I think the following museum placard is relevant, tangentially, to the global warming debate:



Here's the text, if it's too small for you to read:

Quote:
“Dinosaur fossils don’t come with tags on them telling us how old they are, where they lived, what they ate, or how they died. We have to figure that out from a few clues we find.

But because we never have all the evidence, different scientists can reach very different conclusions, depending on their starting assumptions.”
And that's the problem, right there--the idea that science is about coming up with clever explanations to make the observable evidence fit in with one's "starting assumptions".

Clearly, this is what the staff of creation museums do themselves.
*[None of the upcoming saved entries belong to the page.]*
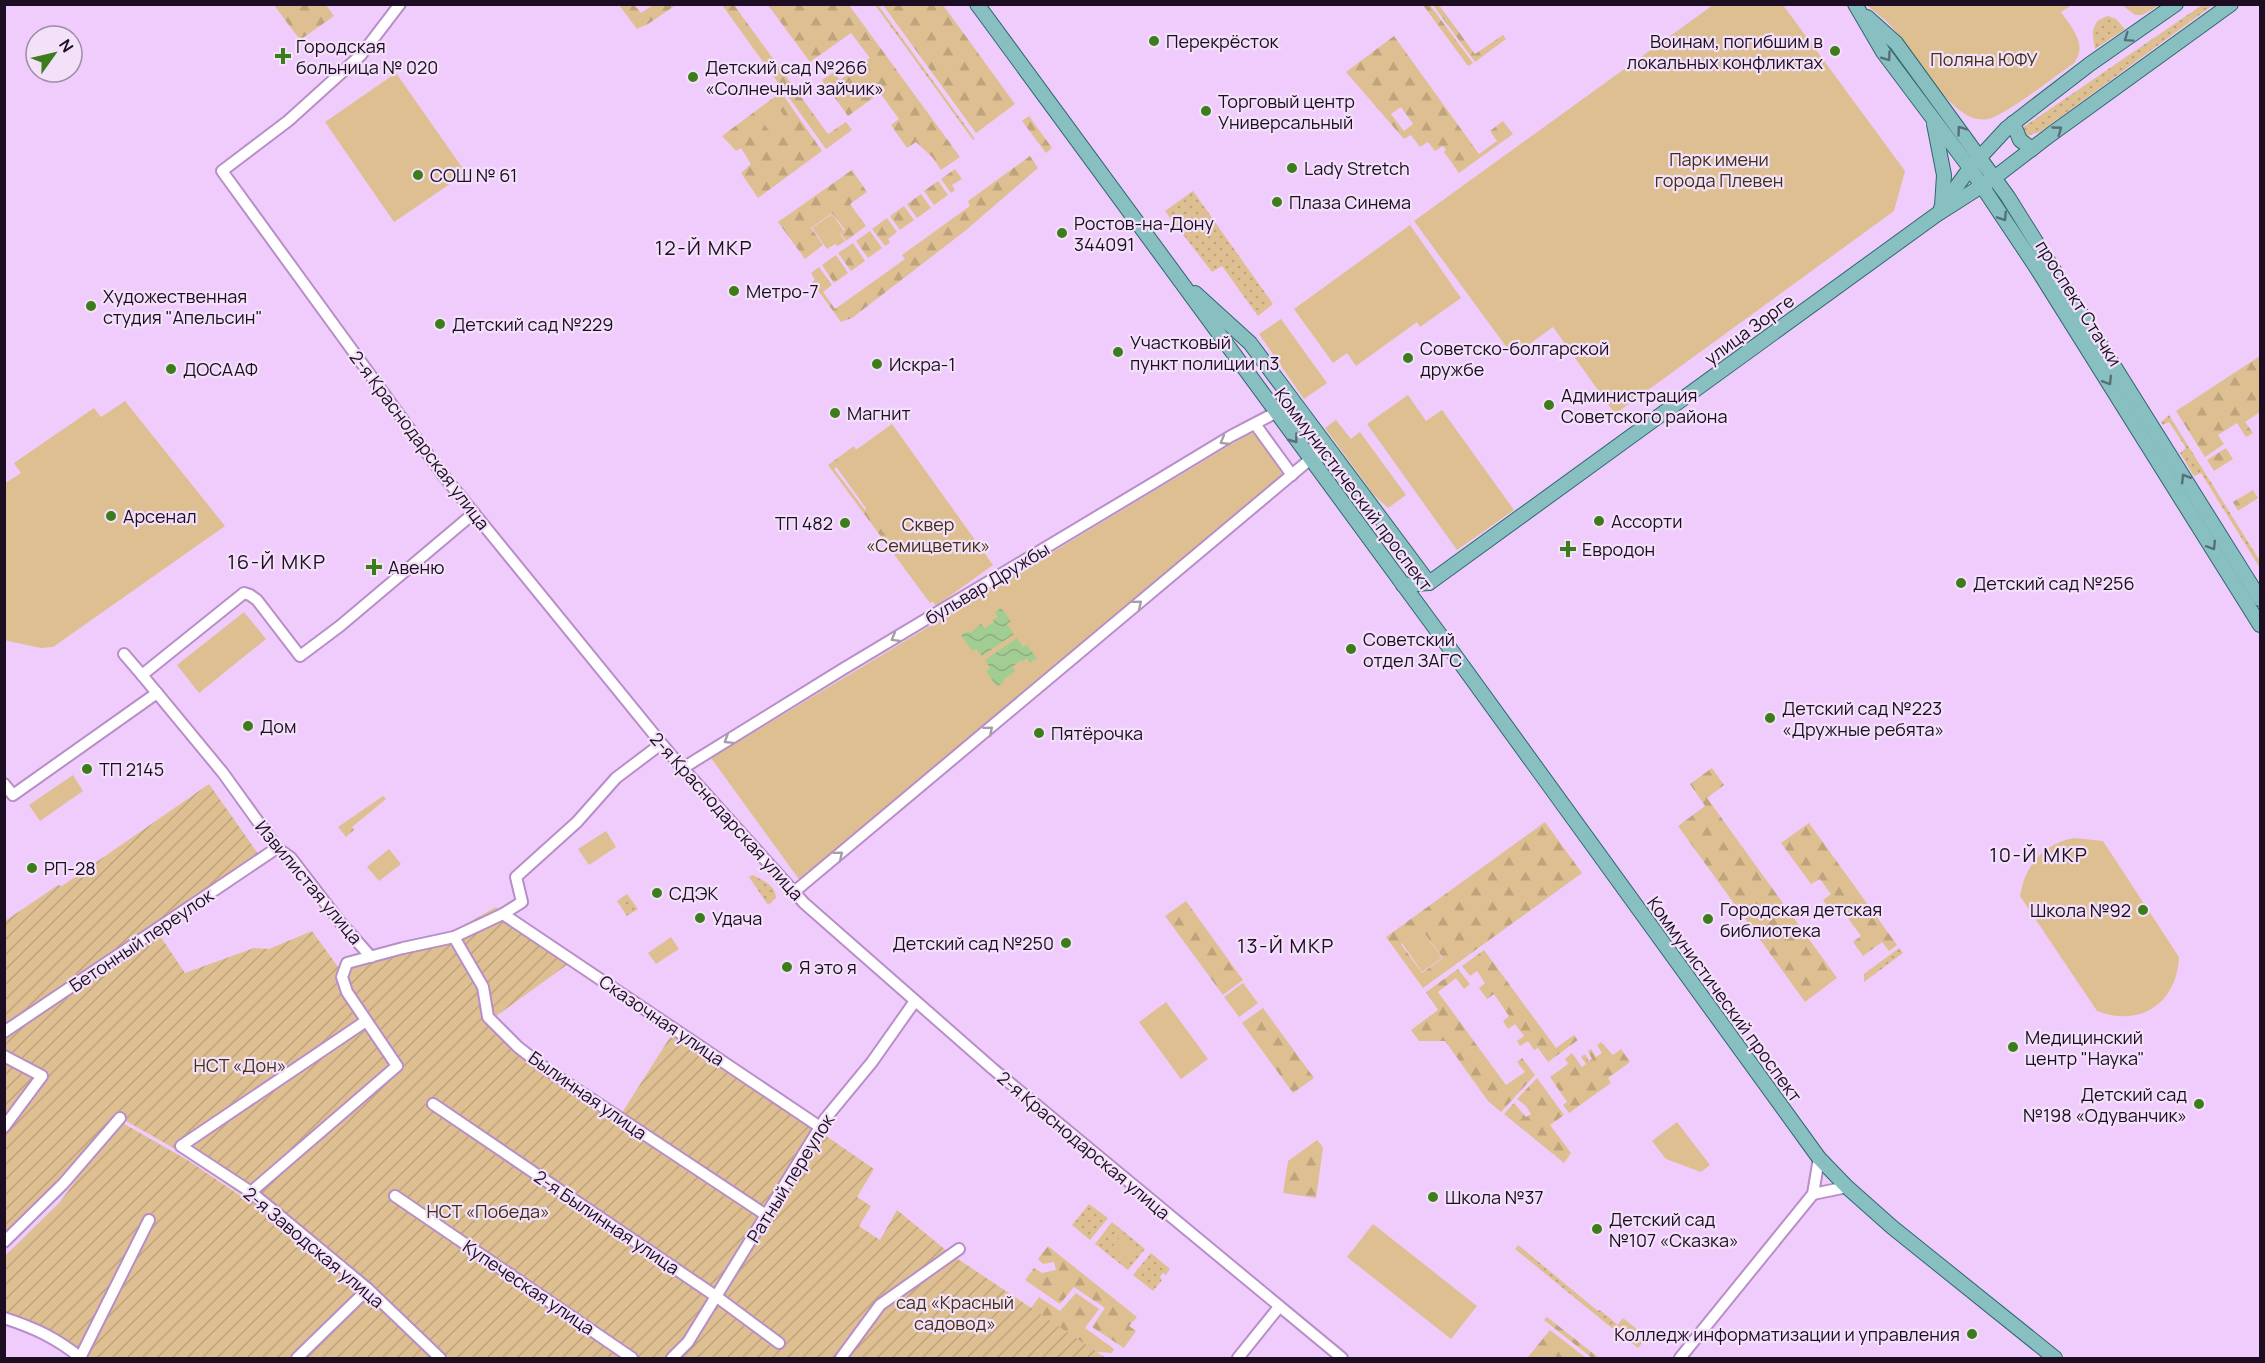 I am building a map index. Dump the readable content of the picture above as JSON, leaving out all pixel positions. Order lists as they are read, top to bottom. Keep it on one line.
{"streets":{"main road":["проспект Стачки","улица Зорге","Коммунистический проспект"],"street":["2-я Краснодарская улица","бульвар Дружбы","Извилистая улица","Бетонный переулок","Сказочная улица","Былинная улица","Ратный переулок","2-я Былинная улица","2-я Заводская улица","Купеческая улица"]},"crossings":[["проспект Стачки","улица Зорге"],["улица Зорге","Коммунистический проспект"],["2-я Краснодарская улица","бульвар Дружбы"],["2-я Краснодарская улица","Ратный переулок"],["Коммунистический проспект","бульвар Дружбы"],["Извилистая улица","Бетонный переулок"],["Извилистая улица","2-я Заводская улица"],["Сказочная улица","Ратный переулок"],["Былинная улица","Ратный переулок"],["Ратный переулок","2-я Былинная улица"]],"one_way":["бульвар Дружбы"],"districts":["12-Й МКР","16-Й МКР","10-Й МКР","13-Й МКР"],"parks":["Поляна ЮФУ","Парк имени города Плевен","Сквер «Семицветик»","НСТ «Дон»","НСТ «Победа»","сад «Красный садовод»"],"places":{"other":["Перекрёсток","Воинам, погибшим в локальных конфликтах","Детский сад №266 «Солнечный зайчик»","Торговый центр Универсальный","Lady Stretch","СОШ № 61","Плаза Синема","Ростов-на-Дону 344091","Метро-7","Художественная студия \"Апельсин\"","Детский сад №229","Участковый пункт полиции n3","Советско-болгарской дружбе","Искра-1","ДОСААФ","Администрация Советского района","Магнит","Арсенал","Ассорти","ТП 482","Детский сад №256","Советский отдел ЗАГС","Детский сад №223 «Дружные ребята»","Дом","Пятёрочка","ТП 2145","РП-28","СДЭК","Школа №92","Удача","Городская детская библиотека","Детский сад №250","Я это я","Медицинский центр \"Наука\"","Детский сад №198 «Одуванчик»","Школа №37","Детский сад №107 «Сказка»","Колледж информатизации и управления"],"health":["Городская больница № 020","Евродон","Авеню"]},"north":"top right"} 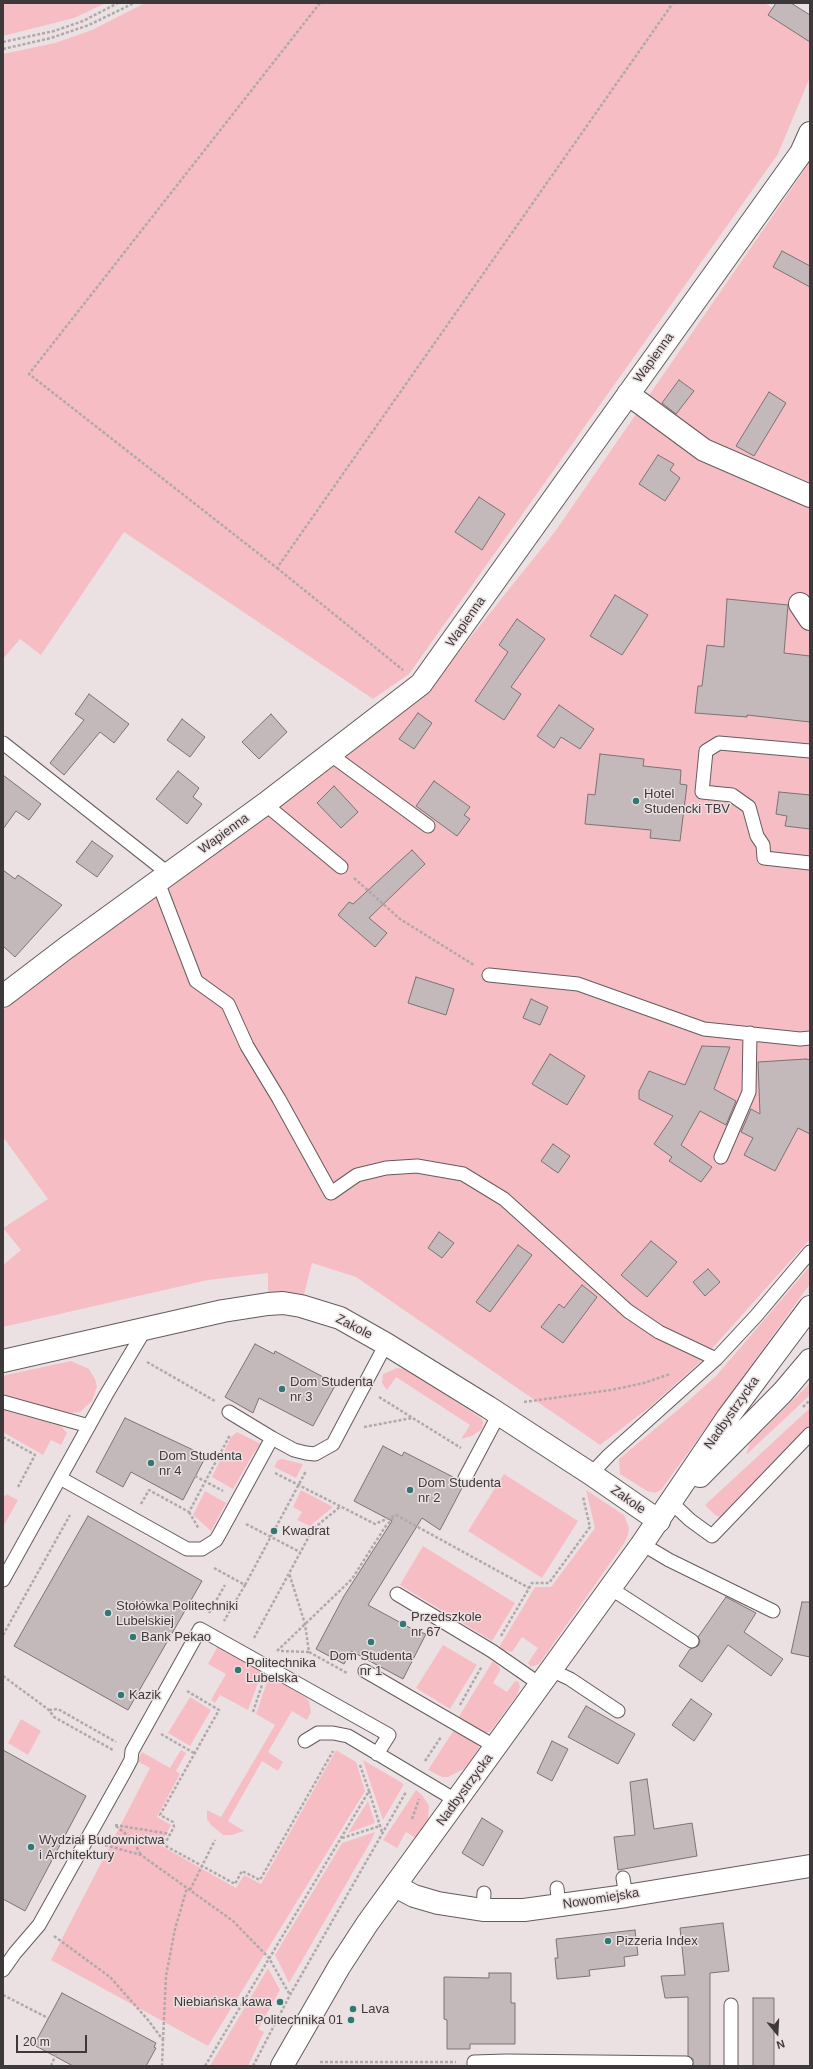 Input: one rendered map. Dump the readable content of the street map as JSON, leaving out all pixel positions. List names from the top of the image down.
{
  "streets": {
    "street": [
      "Wapienna",
      "Zakole",
      "Nadbystrzycka",
      "Nowomiejska"
    ]
  },
  "crossings": [
    ["Zakole", "Nadbystrzycka"],
    ["Nadbystrzycka", "Nowomiejska"]
  ],
  "places": [
    "Hotel Studencki TBV",
    "Dom Studenta nr 3",
    "Dom Studenta nr 4",
    "Dom Studenta nr 2",
    "Kwadrat",
    "Stołówka Politechniki Lubelskiej",
    "Przedszkole nr 67",
    "Bank Pekao",
    "Dom Studenta nr 1",
    "Politechnika Lubelska",
    "Kazik",
    "Wydział Budownictwa i Architektury",
    "Pizzeria Index",
    "Niebiańska kawa",
    "Lava",
    "Politechnika 01"
  ],
  "scale_bar": "20 m",
  "north": "bottom"
} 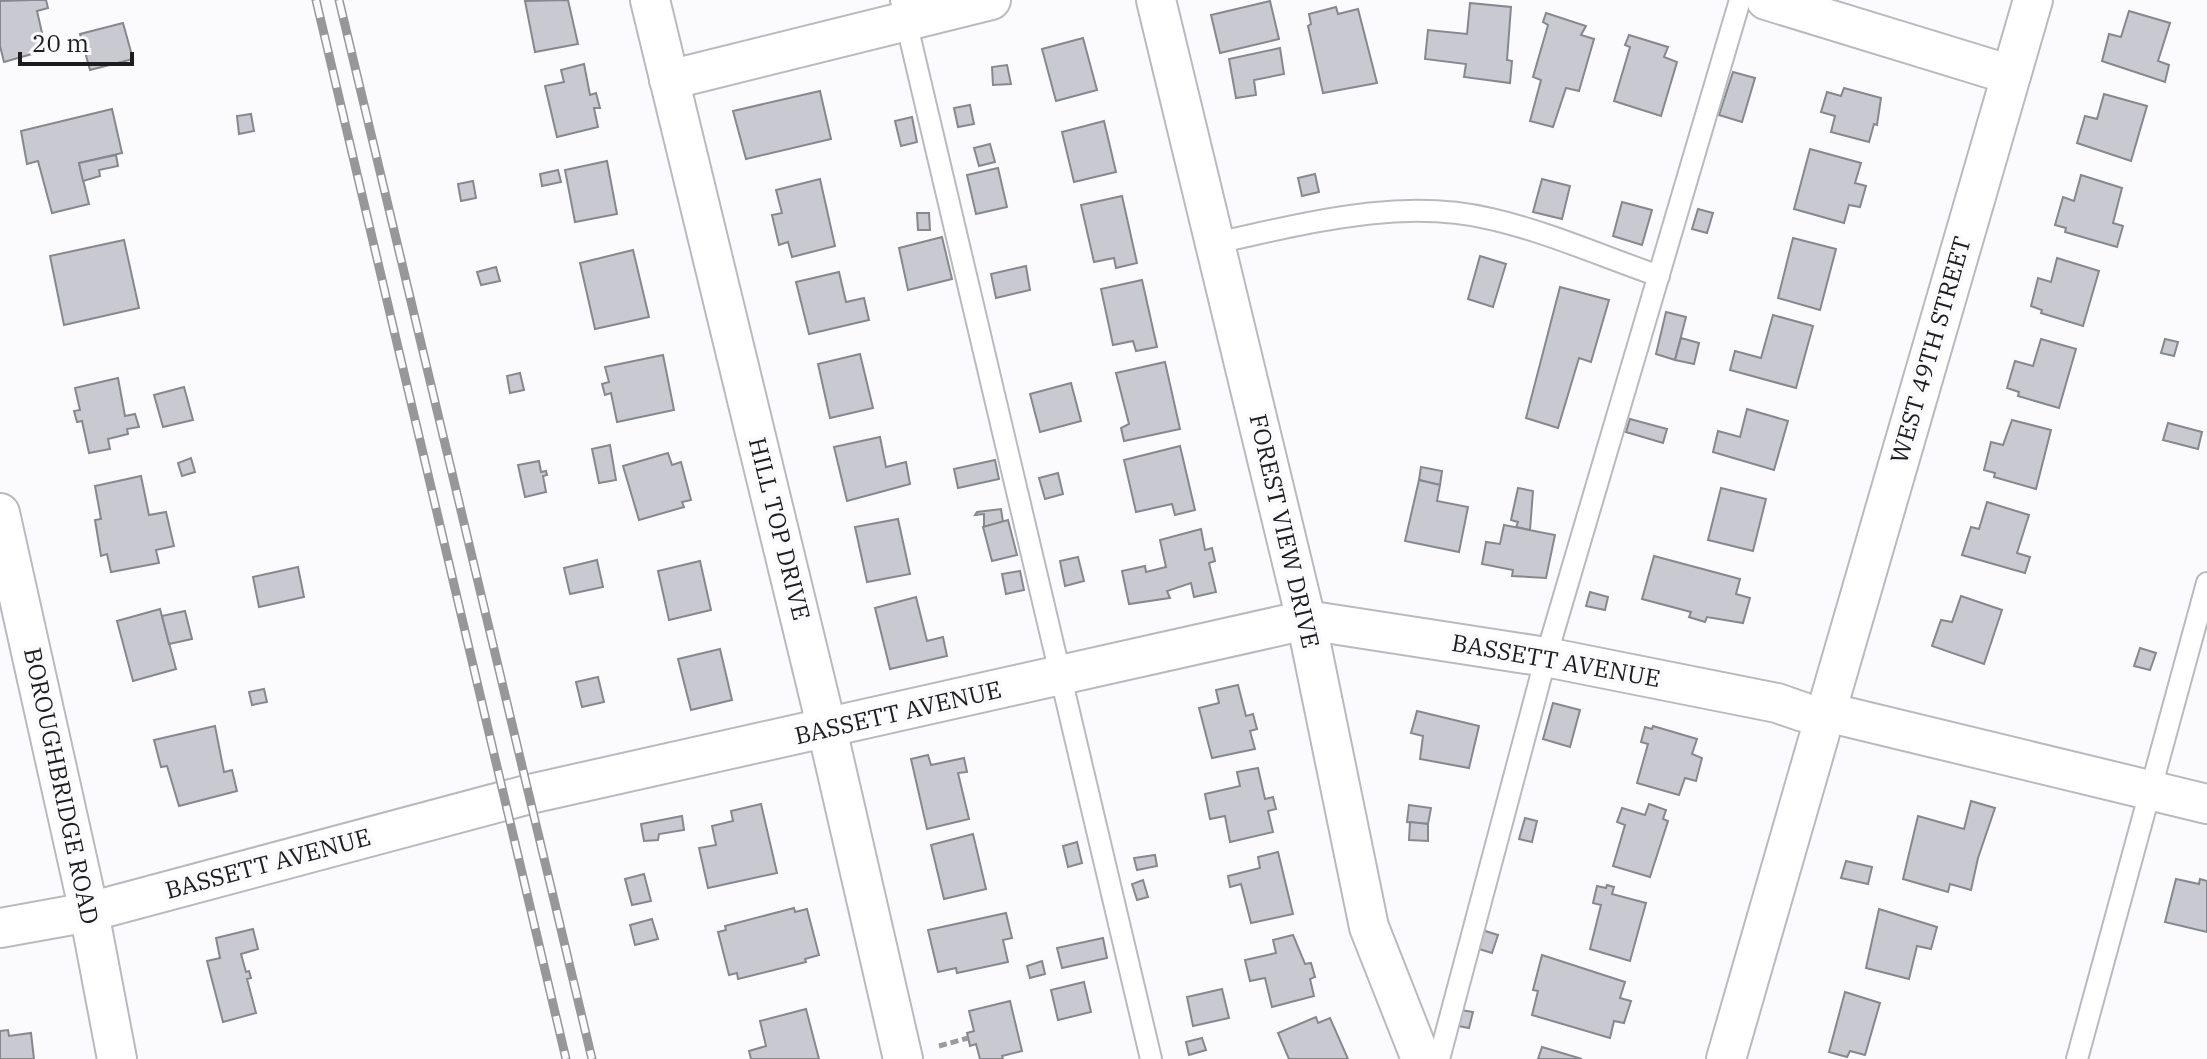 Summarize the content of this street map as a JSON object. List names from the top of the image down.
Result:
{
  "streets": {
    "street": [
      "WEST 49TH STREET",
      "HILL TOP DRIVE",
      "FOREST VIEW DRIVE",
      "BASSETT AVENUE",
      "BOROUGHBRIDGE ROAD"
    ]
  },
  "crossings": [
    ["WEST 49TH STREET", "BASSETT AVENUE"],
    ["HILL TOP DRIVE", "BASSETT AVENUE"],
    ["FOREST VIEW DRIVE", "BASSETT AVENUE"],
    ["BASSETT AVENUE", "BOROUGHBRIDGE ROAD"]
  ],
  "scale_bar": "20 m"
}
They assume that the Bible is factually true, and work backwards from there. The wording of the sign suggests that they expect their opponents in any scientific argument to be doing exactly the same thing that they are doing--i.e., "setting out to prove" a pre-determined answer, and imposing their own unchangeable starting assumption on the data throughout the process.

The erroneous impression that this is the way science works is encouraged by the widespread acceptance of industry-funded studies "scientifically proving" things that benefit those industries.

(BTW, I agree with Quincy that the unseemly East Anglia University email affair was blown out of proportion, but the fact that certain things could not be flatly denied did not exactly build public confidence in the objectivity of climatologists in general.)

Science contaminated by blatant confirmation bias is not science, no matter who does it. Although the scientific method does start with a hypothesis, the data is supposed to be allowed to confirm or deny that hypothesis by speaking freely for itself. The answer, whatever it may be, needs to come forth from the data, not from the desire to confirm or deny a presupposition.

That said, in the case of both evolution and man-made climate change, when enough data over time points in the same direction, large numbers of independent scientists start to agree that what they're observing seems consistent with a larger answer. However, that's not the same as starting with an answer, and then trying to shoehorn observable reality into it to produce results consistent with that answer. Cooking up data to produce the answers you want isn't science--it's fraud.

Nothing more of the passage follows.